N.Y.C. will bring 80,000 municipal workers back to the office.

With coronavirus cases seeming to stabilize in New York City and vaccinations becoming more widespread, city officials intend to send a message that New York is close to returning to normal: city officials intend to send a message that New York is close to returning to normal: On May 3, the city will compel its municipal office employees to begin to report to work in person.

Mayor Bill de Blasio’s decision to bring the nation’s largest municipal work force back to the office signals a remarkable turnabout in the fortunes of a city that was the national epicenter of the pandemic, coming to symbolize the perils of living in densely packed global capitals.

The move is meant to broadcast that New York City will soon be open for business, and to encourage private companies to follow suit — lifting the hopes of landlords whose skyscrapers have largely sat empty as office workers stayed home.

“We’re going to make it safe, but we need our city workers back in their offices where they can do the most to help their fellow New Yorkers,” Mr. de Blasio said Tuesday. “And it’s also going to send a powerful message about this city moving forward.”

Across the nation, city and state leaders have grappled with the question of how and when to safely reopen, as the worst of the pandemic seems to have passed. New York has generally been more cautious than places like Texas, which has lifted mask restrictions and has allowed businesses to fully reopen.

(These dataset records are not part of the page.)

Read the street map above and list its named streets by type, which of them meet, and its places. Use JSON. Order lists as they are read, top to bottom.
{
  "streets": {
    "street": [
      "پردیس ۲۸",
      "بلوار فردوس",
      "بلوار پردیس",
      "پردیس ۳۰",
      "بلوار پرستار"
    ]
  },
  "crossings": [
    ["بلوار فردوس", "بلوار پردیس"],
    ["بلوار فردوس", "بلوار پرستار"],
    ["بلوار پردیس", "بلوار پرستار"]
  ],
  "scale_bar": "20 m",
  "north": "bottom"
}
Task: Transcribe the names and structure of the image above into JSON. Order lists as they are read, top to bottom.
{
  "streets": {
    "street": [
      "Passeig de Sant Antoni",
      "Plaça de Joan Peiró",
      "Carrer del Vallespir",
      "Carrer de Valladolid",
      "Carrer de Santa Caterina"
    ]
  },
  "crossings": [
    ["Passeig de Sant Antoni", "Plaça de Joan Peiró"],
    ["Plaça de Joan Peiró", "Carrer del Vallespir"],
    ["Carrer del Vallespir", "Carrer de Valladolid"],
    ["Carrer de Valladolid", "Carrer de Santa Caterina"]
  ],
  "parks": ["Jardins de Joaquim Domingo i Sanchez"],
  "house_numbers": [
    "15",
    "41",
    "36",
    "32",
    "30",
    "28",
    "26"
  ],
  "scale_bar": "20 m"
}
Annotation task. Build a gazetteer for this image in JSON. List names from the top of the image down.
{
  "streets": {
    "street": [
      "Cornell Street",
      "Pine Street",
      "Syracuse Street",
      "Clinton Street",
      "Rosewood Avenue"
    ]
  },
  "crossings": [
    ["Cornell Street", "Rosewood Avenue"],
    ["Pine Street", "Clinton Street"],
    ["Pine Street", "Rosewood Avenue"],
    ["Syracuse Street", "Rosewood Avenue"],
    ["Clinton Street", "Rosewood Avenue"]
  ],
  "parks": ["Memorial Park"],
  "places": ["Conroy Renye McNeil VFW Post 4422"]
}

Yet the move has spurred concern among some workers and union leaders who fear it is premature. New York City still has among the highest coronavirus case rates in the nation. Many workers will have to commute an hour or more on mass transit. Others will have to juggle their children’s episodic in-person school schedules with their new in-person work requirements.

The new policy is expected to affect about 80,000 employees who have been working remotely, including caseworkers, computer specialists and clerical associates. The rest of the city’s roughly 300,000-person work force, many of them uniformed personnel including police officers, firefighters and sanitation workers, have already been reporting to work sites.

“Above all else, this is a major momentum builder,” said Reggie Thomas, a senior vice president with the Real Estate Board of New York.

Vaccination will not be mandatory for those returning to the office because of legal concerns, according to a City Hall spokesman. City officials are strongly encouraging their workers to get vaccinated and are trying to facilitate that process. Even so, a survey of the city work force in January suggested that vaccine hesitancy varied significantly by agency, and City Hall was unable to provide an estimate of how many municipal workers had already received vaccines.

Facial masks will also be strongly encouraged but not required in all workplace situations: A March 18 presentation from the city’s Department of Citywide Administrative Services said agency leaders should “encourage face coverings to be worn at all times even if six-feet distancing can be maintained.” On Tuesday, deputy mayor Laura Anglin clarified the policy, saying that if employees cannot socially distance, they must wear masks.